While getting rid of extraneous junk in an application package is easy using Trimmit, the only way to prevent "code bloat" (and accompanying excess RAM and CPU usage) is through good programming practices. Where most developers fall short is in poor optimization of borrowed code. Let’s take CTGradient as an example as it’s well known and used (or more accurately, abused) in dozens of applications.
CTGradient contains an incredible diversity of built-in gradients, gradient styles, and methods for creating fancy rainbows, radial gradients, linear gradients, aqua gradients, and a number of other interesting class and instance methods. It allows you to dynamically alter gradients by adding or removing colors, changing the level of transparency, filling NSRects or NSBezierPaths, rotating the gradient, etc. For demonstration purposes, all these features are excellent. For production, this is a nightmare.
CTGradient.m weighs in at over 1300 lines of code.

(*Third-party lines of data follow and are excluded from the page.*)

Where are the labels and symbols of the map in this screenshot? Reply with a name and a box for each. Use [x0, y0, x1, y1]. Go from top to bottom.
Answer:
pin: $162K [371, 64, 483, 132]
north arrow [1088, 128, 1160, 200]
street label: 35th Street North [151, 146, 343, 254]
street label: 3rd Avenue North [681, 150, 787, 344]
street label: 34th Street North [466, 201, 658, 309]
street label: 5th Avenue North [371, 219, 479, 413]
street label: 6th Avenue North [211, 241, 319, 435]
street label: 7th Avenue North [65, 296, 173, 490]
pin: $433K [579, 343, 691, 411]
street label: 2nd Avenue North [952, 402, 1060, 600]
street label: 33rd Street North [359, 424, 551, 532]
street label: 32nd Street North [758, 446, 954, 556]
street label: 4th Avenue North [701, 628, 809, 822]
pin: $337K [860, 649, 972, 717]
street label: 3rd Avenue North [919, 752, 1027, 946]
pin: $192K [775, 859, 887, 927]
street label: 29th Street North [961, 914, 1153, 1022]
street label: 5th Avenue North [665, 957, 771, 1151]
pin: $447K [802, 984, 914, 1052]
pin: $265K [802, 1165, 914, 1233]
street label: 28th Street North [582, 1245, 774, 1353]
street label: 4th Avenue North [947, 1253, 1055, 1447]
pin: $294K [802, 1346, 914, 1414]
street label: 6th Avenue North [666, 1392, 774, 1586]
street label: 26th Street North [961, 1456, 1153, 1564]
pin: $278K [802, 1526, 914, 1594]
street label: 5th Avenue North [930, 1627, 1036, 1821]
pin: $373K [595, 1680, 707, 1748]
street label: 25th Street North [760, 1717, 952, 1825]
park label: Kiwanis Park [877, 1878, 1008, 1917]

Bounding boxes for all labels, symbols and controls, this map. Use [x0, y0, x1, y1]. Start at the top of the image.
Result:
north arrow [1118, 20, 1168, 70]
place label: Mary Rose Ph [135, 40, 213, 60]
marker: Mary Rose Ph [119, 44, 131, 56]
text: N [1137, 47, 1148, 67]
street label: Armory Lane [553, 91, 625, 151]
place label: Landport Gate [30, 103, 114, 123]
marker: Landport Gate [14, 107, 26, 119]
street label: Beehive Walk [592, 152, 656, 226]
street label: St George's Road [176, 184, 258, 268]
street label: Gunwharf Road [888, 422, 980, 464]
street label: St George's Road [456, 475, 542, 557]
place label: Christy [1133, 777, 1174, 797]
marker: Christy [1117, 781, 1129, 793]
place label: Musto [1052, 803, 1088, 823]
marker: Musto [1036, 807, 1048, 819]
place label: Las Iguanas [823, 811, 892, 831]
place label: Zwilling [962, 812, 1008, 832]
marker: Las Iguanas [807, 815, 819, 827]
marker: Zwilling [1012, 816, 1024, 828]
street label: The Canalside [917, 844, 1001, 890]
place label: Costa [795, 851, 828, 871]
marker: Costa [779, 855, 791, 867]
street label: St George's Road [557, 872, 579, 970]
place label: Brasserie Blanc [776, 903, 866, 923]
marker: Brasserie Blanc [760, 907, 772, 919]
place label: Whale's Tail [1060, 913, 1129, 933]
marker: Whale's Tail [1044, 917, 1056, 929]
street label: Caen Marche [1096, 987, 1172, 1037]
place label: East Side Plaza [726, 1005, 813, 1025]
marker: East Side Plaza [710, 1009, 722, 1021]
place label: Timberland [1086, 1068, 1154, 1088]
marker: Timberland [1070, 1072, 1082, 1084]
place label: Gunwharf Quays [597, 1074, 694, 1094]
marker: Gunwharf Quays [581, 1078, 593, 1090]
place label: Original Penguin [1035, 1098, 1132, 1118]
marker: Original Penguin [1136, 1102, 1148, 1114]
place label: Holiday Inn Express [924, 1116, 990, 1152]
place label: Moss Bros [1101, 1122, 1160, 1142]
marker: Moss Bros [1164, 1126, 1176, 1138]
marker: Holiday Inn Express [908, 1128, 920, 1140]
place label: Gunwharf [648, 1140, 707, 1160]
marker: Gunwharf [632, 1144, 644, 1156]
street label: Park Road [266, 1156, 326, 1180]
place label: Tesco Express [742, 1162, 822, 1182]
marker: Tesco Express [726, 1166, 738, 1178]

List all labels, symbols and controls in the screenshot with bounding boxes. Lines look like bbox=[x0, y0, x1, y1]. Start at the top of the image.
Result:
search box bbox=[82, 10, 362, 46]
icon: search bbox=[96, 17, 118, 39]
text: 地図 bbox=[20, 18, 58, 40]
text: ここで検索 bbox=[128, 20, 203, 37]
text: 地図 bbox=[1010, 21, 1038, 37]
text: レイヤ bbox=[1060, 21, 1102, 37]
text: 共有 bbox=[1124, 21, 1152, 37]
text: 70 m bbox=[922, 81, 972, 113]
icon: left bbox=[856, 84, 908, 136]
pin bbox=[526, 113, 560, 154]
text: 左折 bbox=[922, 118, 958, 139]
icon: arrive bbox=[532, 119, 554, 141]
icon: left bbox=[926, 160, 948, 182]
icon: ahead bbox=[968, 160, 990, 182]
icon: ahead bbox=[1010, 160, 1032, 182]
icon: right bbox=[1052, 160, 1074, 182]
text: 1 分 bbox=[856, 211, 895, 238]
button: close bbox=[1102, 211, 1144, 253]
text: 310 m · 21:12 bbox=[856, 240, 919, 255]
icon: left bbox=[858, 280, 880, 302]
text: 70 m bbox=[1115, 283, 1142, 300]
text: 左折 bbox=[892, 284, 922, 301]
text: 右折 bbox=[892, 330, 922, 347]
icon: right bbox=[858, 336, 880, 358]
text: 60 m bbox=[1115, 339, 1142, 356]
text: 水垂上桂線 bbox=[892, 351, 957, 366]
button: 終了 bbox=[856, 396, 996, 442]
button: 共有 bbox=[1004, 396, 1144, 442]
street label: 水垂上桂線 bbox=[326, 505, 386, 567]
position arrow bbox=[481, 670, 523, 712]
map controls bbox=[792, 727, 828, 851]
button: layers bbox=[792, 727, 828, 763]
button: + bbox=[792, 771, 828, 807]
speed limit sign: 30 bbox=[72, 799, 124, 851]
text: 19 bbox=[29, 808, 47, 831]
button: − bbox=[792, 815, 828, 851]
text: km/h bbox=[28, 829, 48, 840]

Ignoring Mr. Weider’s unique style of formatting, take a look through the code. If you’re putting this class in an application, you can immediately remove over a thousand lines. Just like that. But if you take some time to understand what’s going on, you can optimize this thing till it runs like a Ferrari.
You’ll notice Trimmit uses a gradient background for it’s window. Let’s cut down CTGradient until it matches the level of optimization of Trimmit’s gradient code.
Clear the junk
Firstly, let’s remove the methods we know for sure we won’t need. Remove the following methods completely from both the interface and the implementation (scroll down for more):
// We don't need the preset gradients
+ (id)dividerGradient;
+ (id)statusBarGradient;
+ (id)aquaSelectedGradient;
+ (id)aquaNormalGradient;
+ (id)aquaPressedGradient;
+ (id)unifiedSelectedGradient;
+ (id)unifiedNormalGradient;
+ (id)unifiedPressedGradient;
+ (id)unifiedDarkGradient;
+ (id)sourceListSelectedGradient;
+ (id)sourceListUnselectedGradient;
+ (id)rainbowGradient;
+ (id)hydrogenSpectrumGradient;
// We won't make any drastic modifications to the gradient once created
- (CTGradient *)gradientWithAlphaComponent:(float)alpha;
- (CTGradient *)addColorStop:(NSColor *)color atPosition:(float)position;
- (CTGradient *)removeColorStopAtIndex:(unsigned)index;
- (CTGradient *)removeColorStopAtPosition:(float)position;
- (CTGradientBlendingMode)blendingMode;
- (NSColor *)colorStopAtIndex:(unsigned)index;
- (NSColor *)colorAtPosition:(float)position;
// Now we don't need to conform to the NSCopying and NSCoding protocols
- (id)copyWithZone:(NSZone *)zone;
- (void)encodeWithCoder:(NSCoder *)coder;
- (id)initWithCoder:(NSCoder *)coder;
// We only need to fill a simple NSRect
- (void)drawSwatchInRect:(NSRect)rect;
- (void)radialFillRect:(NSRect)rect;
- (void)fillBezierPath:(NSBezierPath *)path angle:(float)angle;
- (void)radialFillBezierPath:(NSBezierPath *)path;
// Remove the entire (Private) category;
// but leave -addElement:
- (void)_commonInit;
// move setBlendingMode code into init
- (void)setBlendingMode:(CTGradientBlendingMode)mode;
- (CTGradientElement *)elementAtIndex:(unsigned)index;
- (CTGradientElement)removeElementAtIndex:(unsigned)index;
- (CTGradientElement)removeElementAtPosition:(float)position;
The following C functions are now unused:
static void chromaticEvaluation(void *info, const float *in, float *out);
static void inverseChromaticEvaluation(void *info, const float *in, float *out);
static void transformRGB_HSV(float *components);
static void transformHSV_RGB(float *components);
static void resolveHSV(float *color1, float *color2);
And also remove the following from the header:
typedef enum _CTBlendingMode
{
CTLinearBlendingMode,
CTChromaticBlendingMode,
CTInverseChromaticBlendingMode
} CTGradientBlendingMode;
Remove the <protocols> and unnecessary instance variables so the interface looks like this:
@interface CTGradient : NSObject {
CTGradientElement* elementList;
CGFunctionRef gradientFunction;
}
+ (id)gradientWithBeginningColor:(NSColor *)begin endingColor:(NSColor *)end;
- (void)fillRect:(NSRect)rect angle:(float)angle;
- (void)addElement:(CTGradientElement *)newElement;
@end
Before we go further, we’ll need to take a detour and fix the remaining code so that it compiles. That’s easy enough - just remove any references to code we’ve removed.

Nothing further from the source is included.